THE RECORDS:
*** Begin section ***

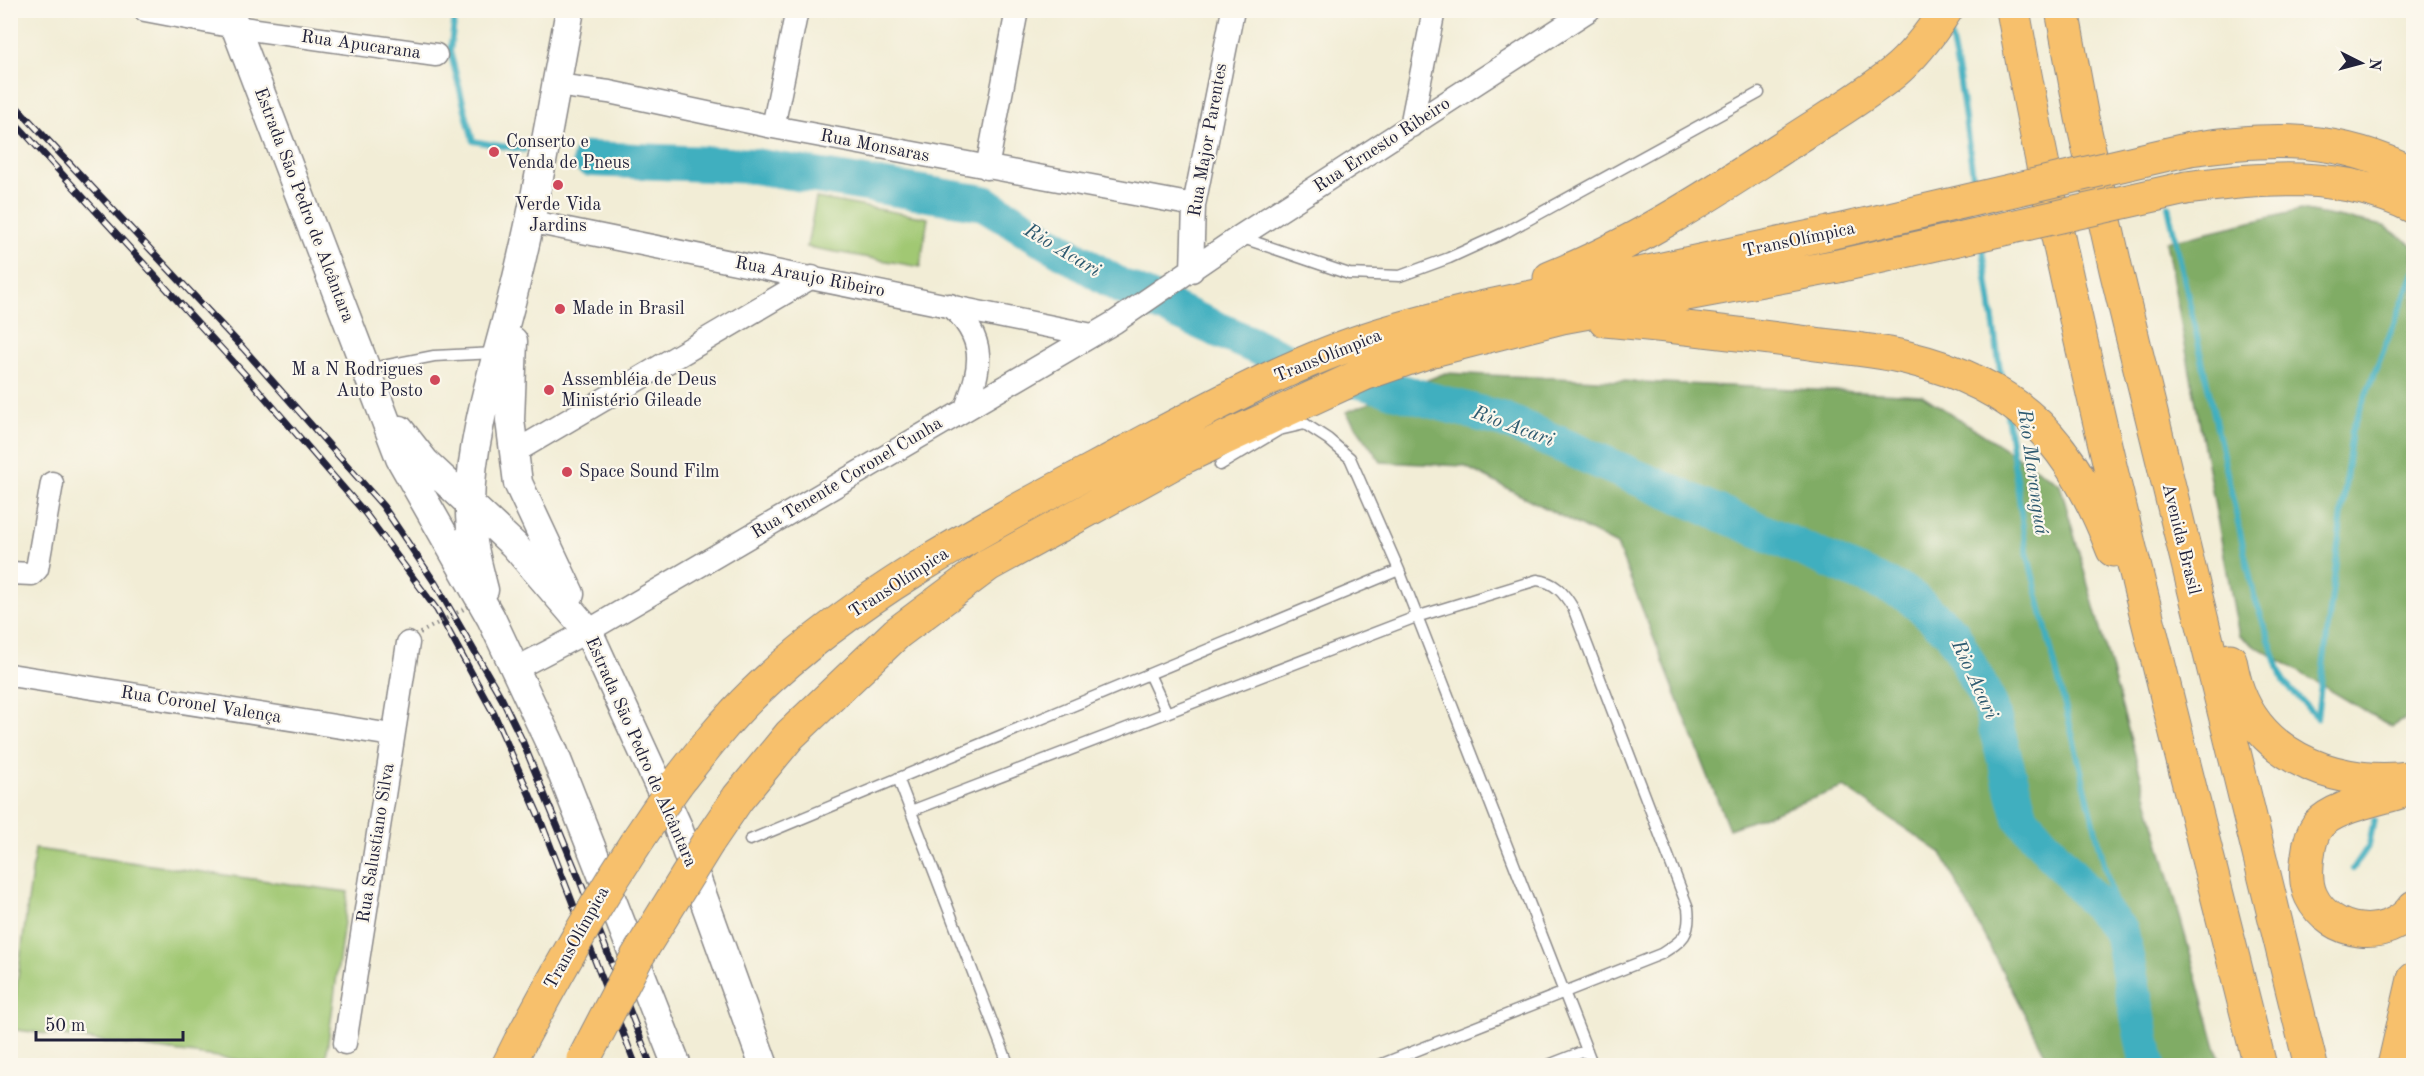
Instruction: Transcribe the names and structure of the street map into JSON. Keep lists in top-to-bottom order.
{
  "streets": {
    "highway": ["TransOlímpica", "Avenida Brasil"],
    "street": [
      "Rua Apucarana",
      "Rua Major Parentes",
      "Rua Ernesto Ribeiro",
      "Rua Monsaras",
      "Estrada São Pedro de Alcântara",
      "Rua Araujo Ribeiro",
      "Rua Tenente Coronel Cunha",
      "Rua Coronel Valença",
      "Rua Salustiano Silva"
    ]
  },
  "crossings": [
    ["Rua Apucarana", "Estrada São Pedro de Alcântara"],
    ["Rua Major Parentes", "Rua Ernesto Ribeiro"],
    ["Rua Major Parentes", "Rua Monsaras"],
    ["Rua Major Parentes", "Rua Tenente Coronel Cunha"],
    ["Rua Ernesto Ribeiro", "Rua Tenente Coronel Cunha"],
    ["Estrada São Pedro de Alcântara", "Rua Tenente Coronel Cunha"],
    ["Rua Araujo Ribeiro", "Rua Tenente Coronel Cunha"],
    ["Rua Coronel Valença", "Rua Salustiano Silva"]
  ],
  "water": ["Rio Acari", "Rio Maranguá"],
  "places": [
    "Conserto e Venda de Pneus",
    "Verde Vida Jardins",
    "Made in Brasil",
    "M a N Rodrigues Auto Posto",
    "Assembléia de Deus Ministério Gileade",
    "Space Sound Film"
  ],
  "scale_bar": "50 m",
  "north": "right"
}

*** End section ***
*** Begin section ***

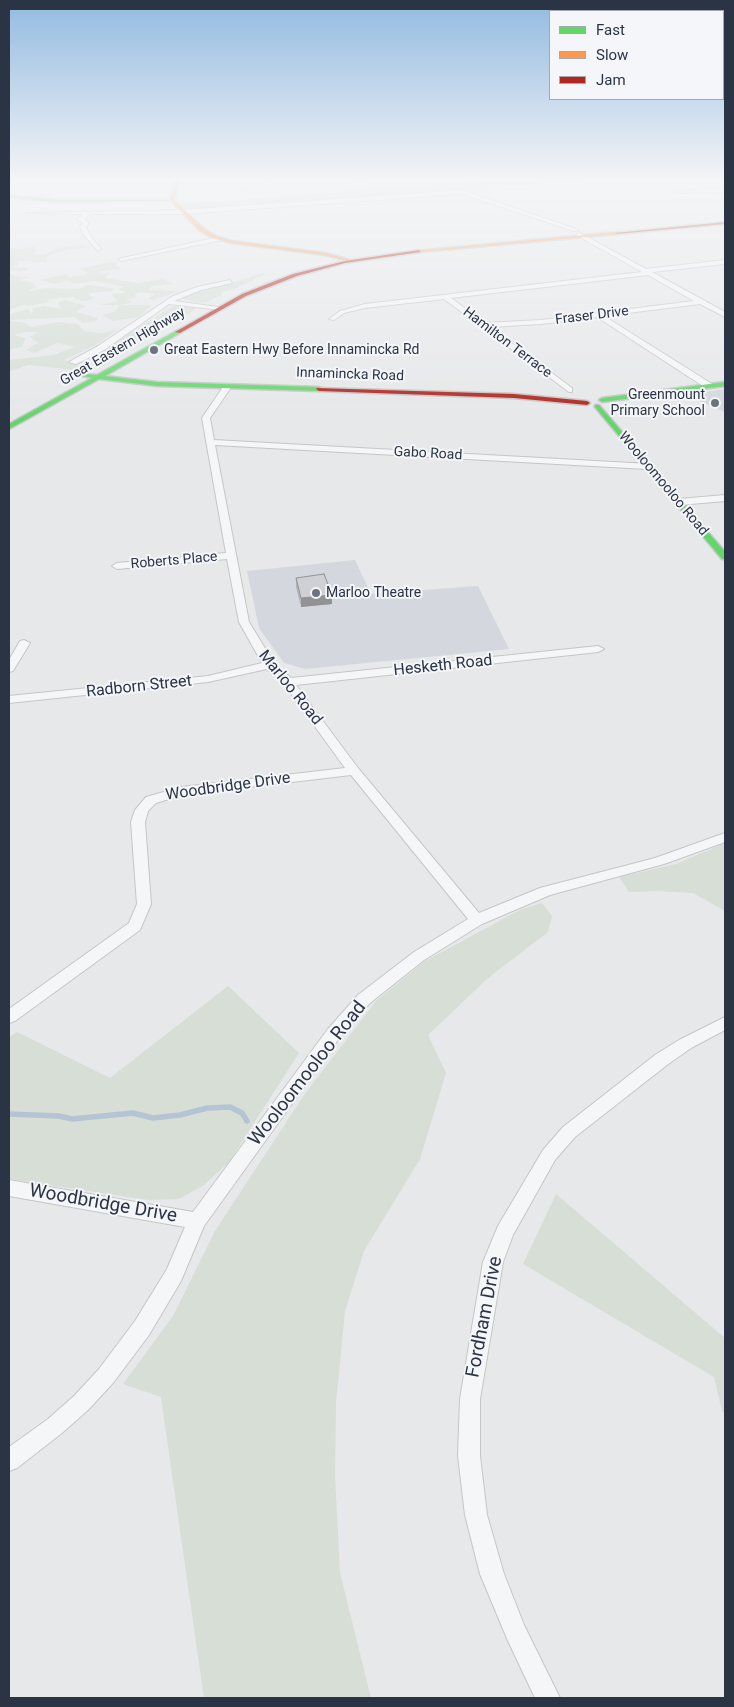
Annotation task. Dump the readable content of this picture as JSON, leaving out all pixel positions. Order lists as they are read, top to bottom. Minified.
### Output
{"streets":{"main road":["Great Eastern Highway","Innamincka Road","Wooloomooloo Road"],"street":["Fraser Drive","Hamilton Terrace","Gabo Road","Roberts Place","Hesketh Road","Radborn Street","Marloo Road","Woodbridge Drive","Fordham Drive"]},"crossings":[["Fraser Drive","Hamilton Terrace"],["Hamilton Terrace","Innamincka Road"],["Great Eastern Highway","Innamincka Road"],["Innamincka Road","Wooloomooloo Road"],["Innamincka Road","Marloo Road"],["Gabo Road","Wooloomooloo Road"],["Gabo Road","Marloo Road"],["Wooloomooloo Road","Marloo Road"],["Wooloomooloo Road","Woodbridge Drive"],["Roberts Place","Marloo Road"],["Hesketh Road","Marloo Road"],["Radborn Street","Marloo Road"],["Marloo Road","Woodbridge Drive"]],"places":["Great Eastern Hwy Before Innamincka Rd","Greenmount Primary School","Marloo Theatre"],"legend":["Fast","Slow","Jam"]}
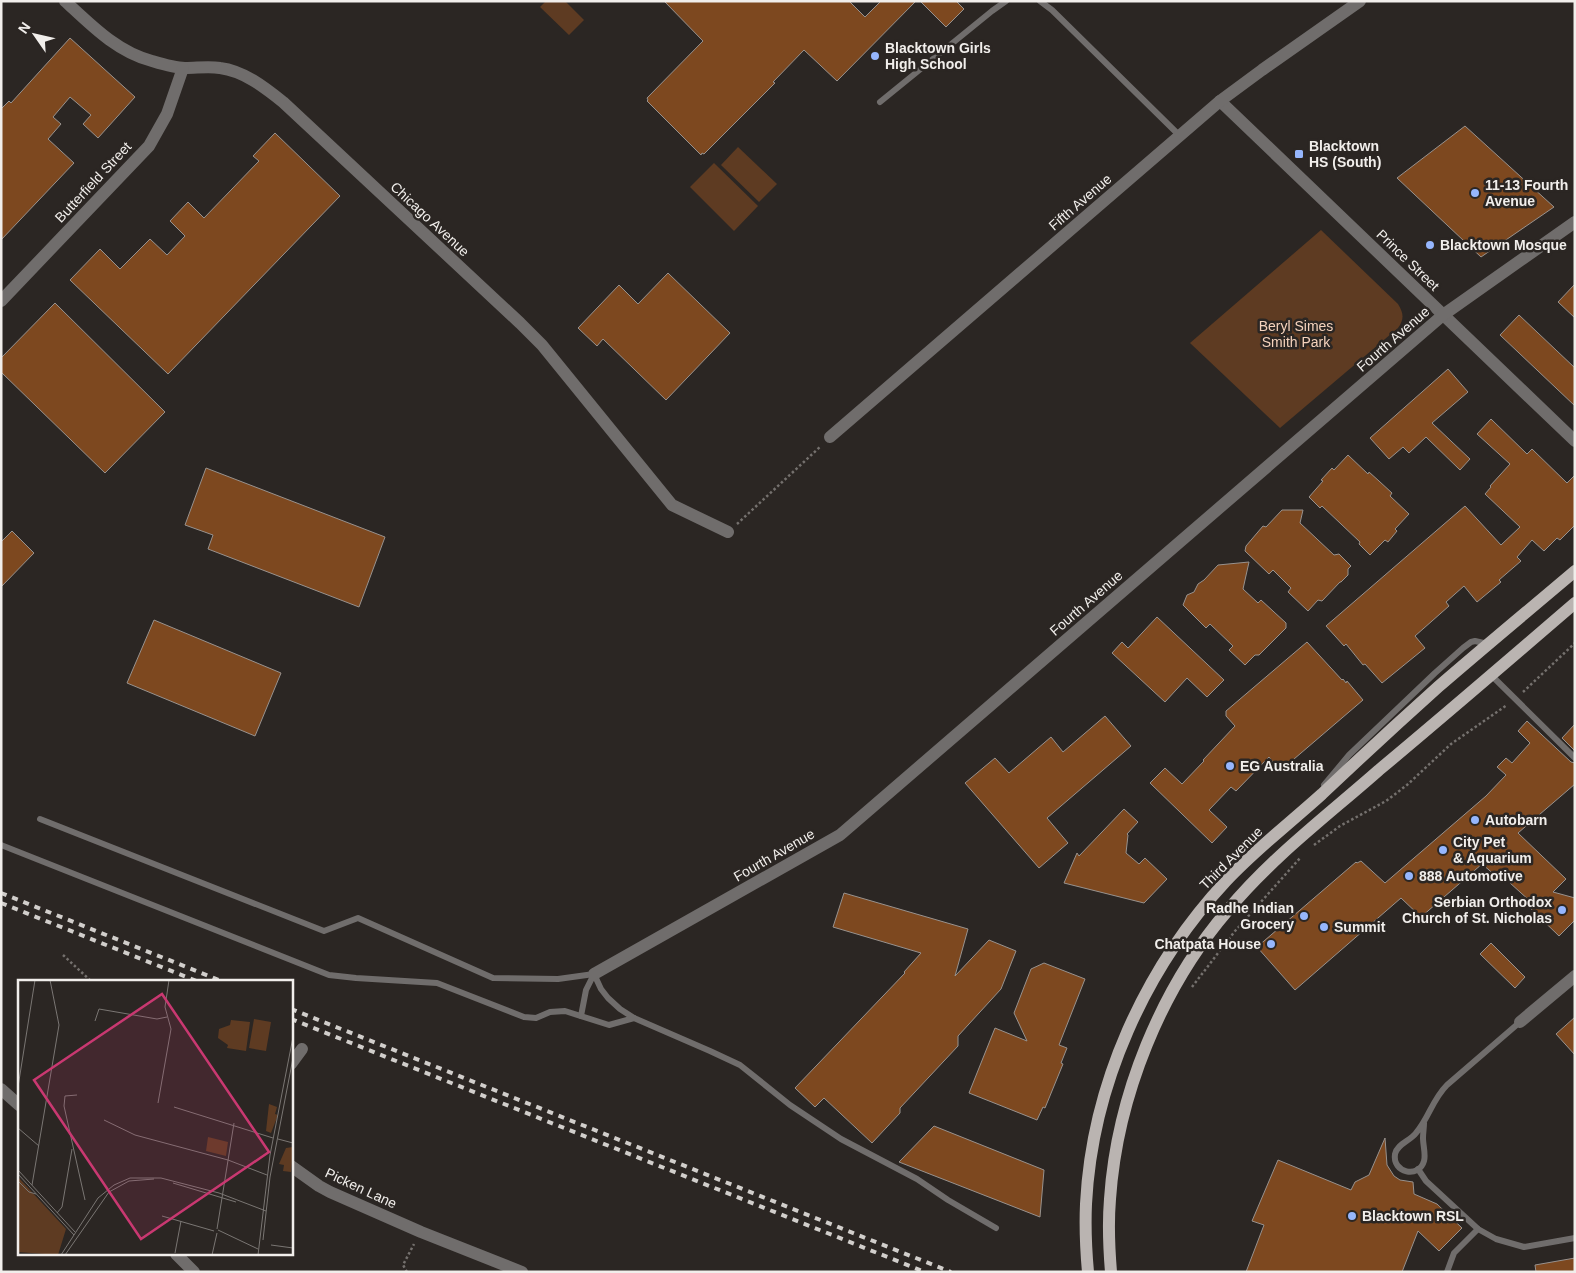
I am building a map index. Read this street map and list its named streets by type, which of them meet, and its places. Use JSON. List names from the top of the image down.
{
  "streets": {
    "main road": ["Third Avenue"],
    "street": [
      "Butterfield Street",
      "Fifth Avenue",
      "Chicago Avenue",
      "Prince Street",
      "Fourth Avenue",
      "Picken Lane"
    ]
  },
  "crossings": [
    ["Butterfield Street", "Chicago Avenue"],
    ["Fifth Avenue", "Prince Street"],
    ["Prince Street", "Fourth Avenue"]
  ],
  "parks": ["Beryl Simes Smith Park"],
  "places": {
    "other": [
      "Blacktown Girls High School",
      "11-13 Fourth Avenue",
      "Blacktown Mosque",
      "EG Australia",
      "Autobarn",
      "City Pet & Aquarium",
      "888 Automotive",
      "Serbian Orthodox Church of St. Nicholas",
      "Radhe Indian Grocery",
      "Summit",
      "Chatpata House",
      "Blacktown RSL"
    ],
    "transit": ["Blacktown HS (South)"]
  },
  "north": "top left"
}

*** End section ***
*** Begin section ***

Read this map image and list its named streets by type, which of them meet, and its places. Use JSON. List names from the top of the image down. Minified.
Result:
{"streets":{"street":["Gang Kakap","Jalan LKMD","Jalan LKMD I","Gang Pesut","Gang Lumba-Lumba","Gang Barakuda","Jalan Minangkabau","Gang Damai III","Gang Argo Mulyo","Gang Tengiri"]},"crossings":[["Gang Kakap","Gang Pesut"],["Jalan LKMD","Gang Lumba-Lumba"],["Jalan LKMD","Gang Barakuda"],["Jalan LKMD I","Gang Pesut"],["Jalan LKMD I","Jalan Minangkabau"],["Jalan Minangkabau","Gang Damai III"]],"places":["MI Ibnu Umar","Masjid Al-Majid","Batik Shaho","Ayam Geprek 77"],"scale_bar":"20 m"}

*** End section ***

DESCRIPTION OF THE TASK: Copy out every line in the listing where the word "Minified" appears.

SOLUTION FOR THIS EXERCISE:
Annotation task. Dump the readable content of this picture as JSON, leaving out all pixel positions. Order lists as they are read, top to bottom. Minified.
Read this map image and list its named streets by type, which of them meet, and its places. Use JSON. List names from the top of the image down. Minified.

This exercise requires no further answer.